The traps to watch for
Declaring controls you do not have. If you tick the box for MFA on the application but have not actually rolled it out, a claim tied to that gap can be reduced or refused. Only declare what is genuinely in place.
Beyond that, watch for exclusions in the fine print, low sub-limits on the cover that matters most to you, and requirements to maintain controls throughout the policy, not just at sign-up. Read the schedule, and if in doubt, get someone technical to review the security questions with you before you answer them.
The takeaway
Cyber insurance is worth having, but treat it as the last line, not the first. The controls insurers demand are the same ones that stop most incidents happening in the first place, so the smart move is to build them because they protect you, and let the cheaper, easier insurance follow.
We help Perth businesses put those controls in place and produce the evidence insurers and clients ask for. If you have an application to fill in, or a renewal with new security questions, that is exactly the kind of thing our managed security service handles.
Common questions
What does cyber insurance actually cover?

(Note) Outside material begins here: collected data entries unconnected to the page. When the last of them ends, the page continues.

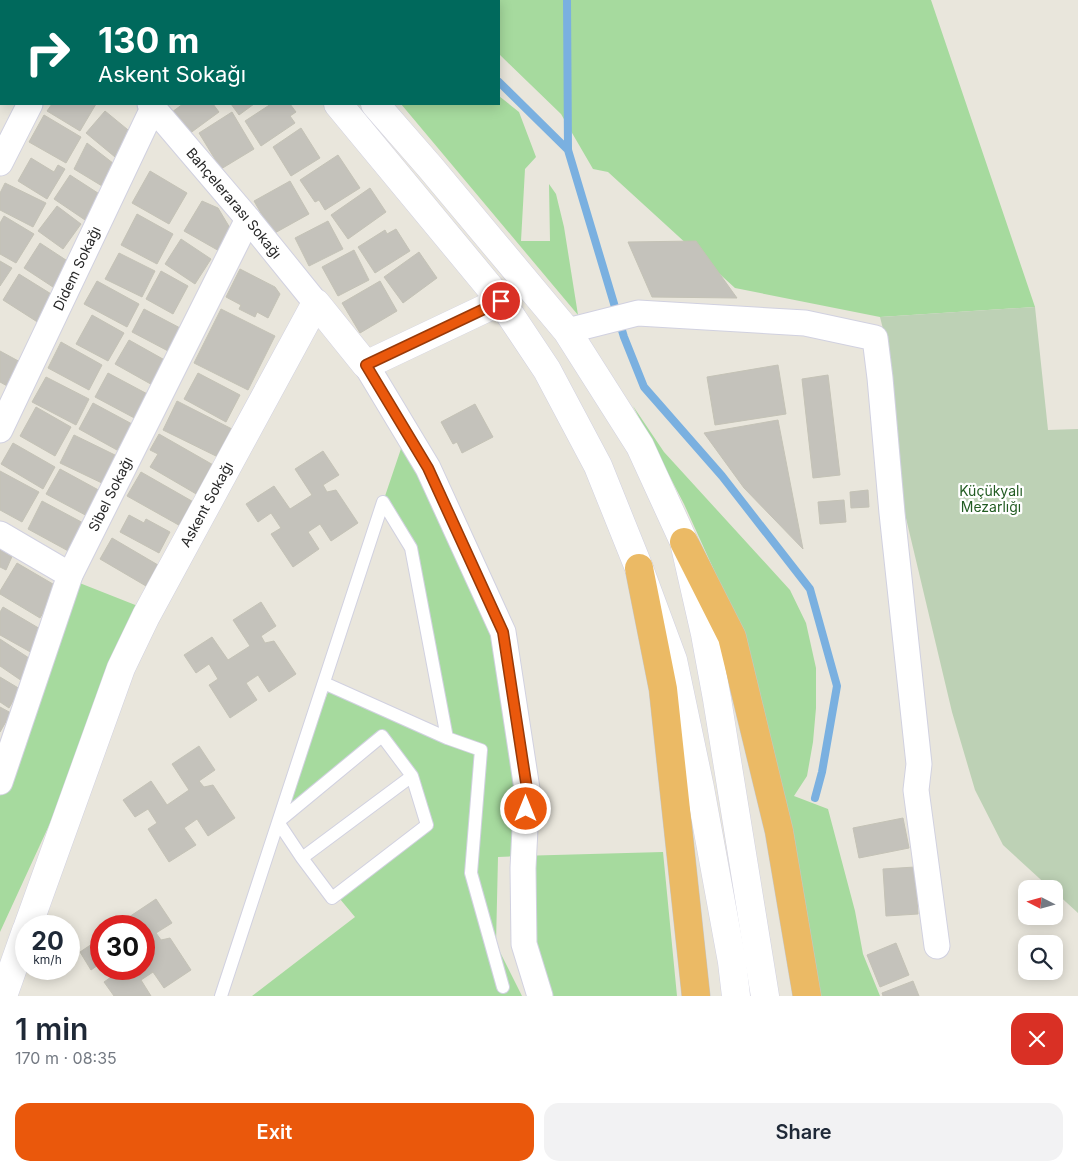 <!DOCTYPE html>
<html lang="en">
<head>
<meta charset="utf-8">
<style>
	body { margin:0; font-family:Inter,sans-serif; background:#f2f2f3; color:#1f2937; height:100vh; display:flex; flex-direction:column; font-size:19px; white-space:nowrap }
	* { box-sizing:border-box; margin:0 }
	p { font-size:16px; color:#747a83 }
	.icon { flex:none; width:28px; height:28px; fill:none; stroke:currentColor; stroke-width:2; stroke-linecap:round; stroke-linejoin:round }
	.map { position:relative; height:996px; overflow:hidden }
	.panel { display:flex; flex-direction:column; background:#fff; flex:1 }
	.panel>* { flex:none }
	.top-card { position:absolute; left:0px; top:0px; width:500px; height:105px; box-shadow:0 2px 12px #0003; background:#00695c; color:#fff; overflow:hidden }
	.needle { width:32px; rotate:276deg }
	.fabs { position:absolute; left:1018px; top:880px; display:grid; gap:10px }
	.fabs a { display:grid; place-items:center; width:45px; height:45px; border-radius:10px; background:#fff; box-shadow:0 2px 12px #0003; font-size:25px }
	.speed { position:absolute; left:15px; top:915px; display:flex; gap:10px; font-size:25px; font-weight:700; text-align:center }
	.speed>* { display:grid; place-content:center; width:65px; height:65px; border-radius:50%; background:#fff; box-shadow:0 2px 12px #0003; line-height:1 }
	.speed small { font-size:12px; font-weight:400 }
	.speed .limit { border:8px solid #d22; background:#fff; color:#111 }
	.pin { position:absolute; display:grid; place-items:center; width:42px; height:42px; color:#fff; margin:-21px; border:2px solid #fff; border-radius:50%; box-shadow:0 1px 5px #0007 }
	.me { position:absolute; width:55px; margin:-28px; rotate:0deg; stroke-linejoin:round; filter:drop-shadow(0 0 4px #0008) }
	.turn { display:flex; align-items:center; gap:18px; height:105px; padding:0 15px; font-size:22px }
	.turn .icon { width:65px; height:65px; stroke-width:2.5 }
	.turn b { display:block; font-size:35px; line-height:42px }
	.round { display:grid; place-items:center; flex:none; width:52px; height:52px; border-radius:15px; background:#f2f2f3 }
	.overview { display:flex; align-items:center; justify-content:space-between; height:85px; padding:0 15px }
	h1 { font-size:30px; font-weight:600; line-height:38px }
	.action { display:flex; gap:10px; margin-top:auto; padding:10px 15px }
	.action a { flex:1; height:58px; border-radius:15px; background:#ea580c; color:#fff; font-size:20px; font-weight:600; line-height:58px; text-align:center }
	.action a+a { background:#f2f2f3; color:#1f2937 }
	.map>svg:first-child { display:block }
	.green { fill:#a6da9e }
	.cemetery { fill:#bdd1b5 }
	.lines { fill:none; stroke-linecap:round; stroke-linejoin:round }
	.stream { stroke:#7ab0e0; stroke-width:8 }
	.building { fill:#c4c2bb; stroke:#c4c2b6 }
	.lane-casing { stroke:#d1d1e0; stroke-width:14 }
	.street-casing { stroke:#d1d1e0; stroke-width:27 }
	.secondary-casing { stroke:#d1d1e0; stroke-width:29 }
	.highway-casing { stroke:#c7c7c7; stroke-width:29 }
	.lane { stroke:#fff; stroke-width:12 }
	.street { stroke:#fff; stroke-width:25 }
	.secondary { stroke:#fff; stroke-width:28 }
	.highway { stroke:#ebba65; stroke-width:28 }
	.route-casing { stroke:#983908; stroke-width:12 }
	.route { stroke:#ea580c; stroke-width:9 }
	.labels { text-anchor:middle; stroke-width:4.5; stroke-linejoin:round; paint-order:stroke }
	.street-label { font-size:14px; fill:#282828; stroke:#fff }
	.park-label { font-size:14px; fill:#225c22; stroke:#fff }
</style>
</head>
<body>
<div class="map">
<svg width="1078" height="996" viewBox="0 0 1078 996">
	<rect width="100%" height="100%" fill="#e9e6dc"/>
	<path class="green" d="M451,0H931L1035,307L880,317L735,288L608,172L593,169L561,114L499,54V1H450Z
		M499,96L519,112L536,157L525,169L521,241H550L549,184L556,194L564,227L578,315L401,104H499Z
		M633,406L664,452L790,590L806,623L816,668V708L813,742L807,776L794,796L828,809L855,911L863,954L880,996H820L718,579L684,504Z
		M408,428L503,632L518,856L663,852L677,996H549L524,944L518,856L498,857L496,944L522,996H252L355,917L340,899L427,825L412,776L382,738L278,822L328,692L447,738L411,548L383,502Z
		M72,580L148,610L0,932V756Z"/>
	<path class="cemetery" d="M1035,307L1048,430L1078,429V913L1054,891V889H1051L1003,845L975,790L952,712L905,514L889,353L880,317Z"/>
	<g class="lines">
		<path class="stream" d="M414,0L415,1
			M567,0L568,150L624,337L644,387L722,476L810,589L837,686L822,772L815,798
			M499,82L568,150"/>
	</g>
	<path class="building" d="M0,0H26L1,1L0,41Z
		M52,104H96L80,131L47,111Z
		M183,104H213L219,112L189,134L172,112Z
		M231,104H254L239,115Z
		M271,104H290L296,112L290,116L295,123L261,146L245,121Z
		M105,111L133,134L115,157L86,133Z
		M232,112L254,149L221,169L199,133Z
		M44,115L81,137L66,163L29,142Z
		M301,128L320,158L291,176L273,147Z
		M87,143L118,167L107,189L74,169Z
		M338,155L360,188L325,210L319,200L315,202L300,180Z
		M31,158L54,172L58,165L65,169L47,199L18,181Z
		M150,171L187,193L169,224L132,203Z
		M70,175L104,197L88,222L54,199Z
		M290,181L309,214L273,234L254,201Z
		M5,183L46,203L33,227L0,210V193Z
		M370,188L386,212L348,239L331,215Z
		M202,201L218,208L233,233L221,252L184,231Z
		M57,206L81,224L63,249L38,231Z
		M137,214L173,234L157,264L121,245Z
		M4,216L34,234L16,263L0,254V223Z
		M328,221L343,249L309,266L295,238Z
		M396,229L410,251L375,273L358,247L385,230L387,234Z
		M181,239L211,259L195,284L165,264Z
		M696,241L737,298L652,297L628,242Z
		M40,243L72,264L56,289L24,268Z
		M354,250L369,280L338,296L322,267Z
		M419,252L437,278L403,303L384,277Z
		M119,253L155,271L142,297L105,279Z
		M0,261L12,268L0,286Z
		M240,269L275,287L280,294L268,318L257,312L255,317L239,309L241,305L226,297Z
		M161,271L188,286L173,314L146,299Z
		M19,274L56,297L39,323L3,300Z
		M97,281L139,304L127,327L84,304Z
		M380,281L397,311L360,333L342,303Z
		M144,309L182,329L170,352L132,332Z
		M221,309L275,336L248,390L194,363Z
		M92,315L124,333L108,361L76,344Z
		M129,340L170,363L156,387L115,364Z
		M61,342L102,365L89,390L48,368Z
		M0,351L22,363L9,387L0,382Z
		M778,365L786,414L715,425L707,377Z
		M108,373L153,397L140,421L95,397Z
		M198,373L240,395L226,422L184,399Z
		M828,375L840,475L813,478L802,379Z
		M46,377L89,399L76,425L32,402Z
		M177,401L232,429L218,457L163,430Z
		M93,403L132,424L117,450L79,429Z
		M475,404L493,437L462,453L457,442L453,444L441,422Z
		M36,407L71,427L55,456L20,436Z
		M778,420L803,549L744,488L704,433Z
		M159,434L215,466L198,495L150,467L158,454L150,450Z
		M74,435L117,456L104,484L60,463Z
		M13,443L55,467L43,489L1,464Z
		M323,451L339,475L323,485L327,492L336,490L358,523L331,541L320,524L308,532L319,549L293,567L271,534L281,528L271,513L258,522L246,504L274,486L290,509L312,495L295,469Z
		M60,469L104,493L91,518L46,494Z
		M0,471L39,492L22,522L0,510Z
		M141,472L197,504L184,528L127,496Z
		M868,490L869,507L851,508L850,492Z
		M844,500L846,522L820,524L818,502Z
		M42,501L87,525L72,553L28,529Z
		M129,515L144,523L146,519L170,532L159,553L120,532Z
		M112,538L158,565L146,586L100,559Z
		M0,545L14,552L6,570L0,567Z
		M17,563L58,587L40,618L0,594V591Z
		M261,602L276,626L261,636L265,643L274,641L296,674L269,692L258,675L246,683L257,700L230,718L209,685L218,679L209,664L196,673L184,655L212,637L228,660L250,646L233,620Z
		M3,607L47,633L34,654L0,635V612Z
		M0,639L35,662L22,681L0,666Z
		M0,677L20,689L9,708L0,702Z
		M0,707L11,713L0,732Z
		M199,746L215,770L199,781L204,787L213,785L235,818L208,836L197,819L184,828L196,845L169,862L148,829L157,823L148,809L135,817L123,800L151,781L167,805L189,790L172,764Z
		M903,818L909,848L859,858L853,828Z
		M915,867L918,914L886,916L883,869Z
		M156,899L172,923L156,933L161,940L170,938L191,970L164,988L153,972L141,980L151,996H114L104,982L114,975L109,969H144V944L146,943L144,940V926H135L129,917Z
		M101,938V963L91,970L80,952Z
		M896,943L909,975L880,987L867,955Z
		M913,981L919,996H883L882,993Z"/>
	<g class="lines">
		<defs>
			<path id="lane" d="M324,683L447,738L411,548L383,502
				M382,736L412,776L427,825L332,898L302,858L278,822Z
				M447,738L481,750L471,873L503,987
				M302,858L412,776
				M221,996L383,502"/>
			<g id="street">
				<path d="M79,0L80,1"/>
				<path id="s1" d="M150,104L248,219L316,303"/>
				<path d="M0,163L30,104"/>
				<path d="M567,331L638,313L805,323L875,338L880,378L892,513L919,764L916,790L937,946"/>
				<path d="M366,365L428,468L503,632L527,789L523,868L524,944L540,996"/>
				<path id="s2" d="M0,430L153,108"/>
				<path d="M0,534L70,575"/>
				<path id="s3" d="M0,782L70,575L248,219"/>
			</g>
			<g id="secondary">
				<path d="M251,0L252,1"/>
				<path d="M284,0L285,1"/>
				<path d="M338,104L501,301L547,370L598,466L639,568L673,660L700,788L732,962L736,996"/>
				<path d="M375,104L430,167L567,331L640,446L684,542L705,634L717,699L765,996"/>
				<path id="s4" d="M28,926L121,668L146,616L316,303L366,365L501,301"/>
				<path d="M3,996L26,931"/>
			</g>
			<path id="highway" d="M684,542L732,637L779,831L807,996
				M639,568L663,689L696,996"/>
		</defs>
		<use href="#lane" class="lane-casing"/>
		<use href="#street" class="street-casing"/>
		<use href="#secondary" class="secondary-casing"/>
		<use href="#highway" class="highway-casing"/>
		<use href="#lane" class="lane"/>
		<use href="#street" class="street"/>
		<use href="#secondary" class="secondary"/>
		<use href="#highway" class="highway"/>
	</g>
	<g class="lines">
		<defs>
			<path id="route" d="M501,301L366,365L428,468L503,632L527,789L526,809"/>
		</defs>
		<use href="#route" class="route-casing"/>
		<use href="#route" class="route"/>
	</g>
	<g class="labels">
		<g class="street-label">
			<text dy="5" stroke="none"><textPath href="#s1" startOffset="130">Bahçelerarası Sokağı</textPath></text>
			<text dy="5" stroke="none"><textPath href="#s2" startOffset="179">Didem Sokağı</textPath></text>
			<text dy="5" stroke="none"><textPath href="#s3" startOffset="309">Sibel Sokağı</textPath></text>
			<text dy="5" stroke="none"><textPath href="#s4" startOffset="459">Askent Sokağı</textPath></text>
		</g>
		<g class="park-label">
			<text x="991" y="496">Küçükyalı<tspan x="991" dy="16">Mezarlığı</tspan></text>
		</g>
	</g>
</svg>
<div class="fabs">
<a><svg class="needle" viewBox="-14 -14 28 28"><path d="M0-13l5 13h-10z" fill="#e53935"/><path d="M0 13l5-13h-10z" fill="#747a83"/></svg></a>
<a><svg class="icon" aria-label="search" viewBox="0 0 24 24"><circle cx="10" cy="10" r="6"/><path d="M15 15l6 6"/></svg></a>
</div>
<div class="speed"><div>20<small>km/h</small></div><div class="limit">30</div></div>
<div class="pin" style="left:501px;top:301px;background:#d93025"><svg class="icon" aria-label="arrive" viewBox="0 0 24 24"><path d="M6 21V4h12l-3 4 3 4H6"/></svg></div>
<svg class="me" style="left:526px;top:809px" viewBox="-20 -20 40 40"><circle r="17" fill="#ea580c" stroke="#fff" stroke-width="3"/><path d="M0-11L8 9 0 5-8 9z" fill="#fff"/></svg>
<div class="top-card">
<div class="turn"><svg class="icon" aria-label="right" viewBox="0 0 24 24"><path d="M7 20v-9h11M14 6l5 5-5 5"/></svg><div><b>130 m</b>Askent Sokağı</div></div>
</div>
</div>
<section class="panel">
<div class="overview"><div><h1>1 min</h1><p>170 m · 08:35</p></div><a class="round" style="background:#d93025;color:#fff"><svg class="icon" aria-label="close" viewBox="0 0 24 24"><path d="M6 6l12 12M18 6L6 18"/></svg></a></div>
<div class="action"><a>Exit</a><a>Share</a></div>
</section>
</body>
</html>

Two broad areas. First-party covers your own recovery: incident response, data recovery, business interruption, and sometimes ransom and extortion costs. Third-party covers your liability to others: legal defence, breach notification, and claims from clients whose data was exposed. Exact cover varies by policy, so read the schedule.
What do insurers require before they will cover us?
Increasingly, controls like multi-factor authentication, tested backups, modern endpoint protection, timely patching, staff training, and an incident response plan. Many of these line up directly with the ACSC Essential Eight. If you cannot demonstrate them, you may be declined, pay a higher premium, or find a claim reduced.
Can a claim be refused if our security was poor?
Yes. If you declared controls you did not actually have, or a breach traces back to a control you were required to maintain and did not, an insurer can reduce or refuse a claim. Cyber insurance is a backstop, not a substitute for doing the basics.
How can we lower our premium?
Put the controls insurers ask for in place and be able to prove it. Aligning with the Essential Eight, running MFA everywhere, and having tested backups and monitoring not only reduces your risk, it often reduces your premium and makes you insurable in the first place.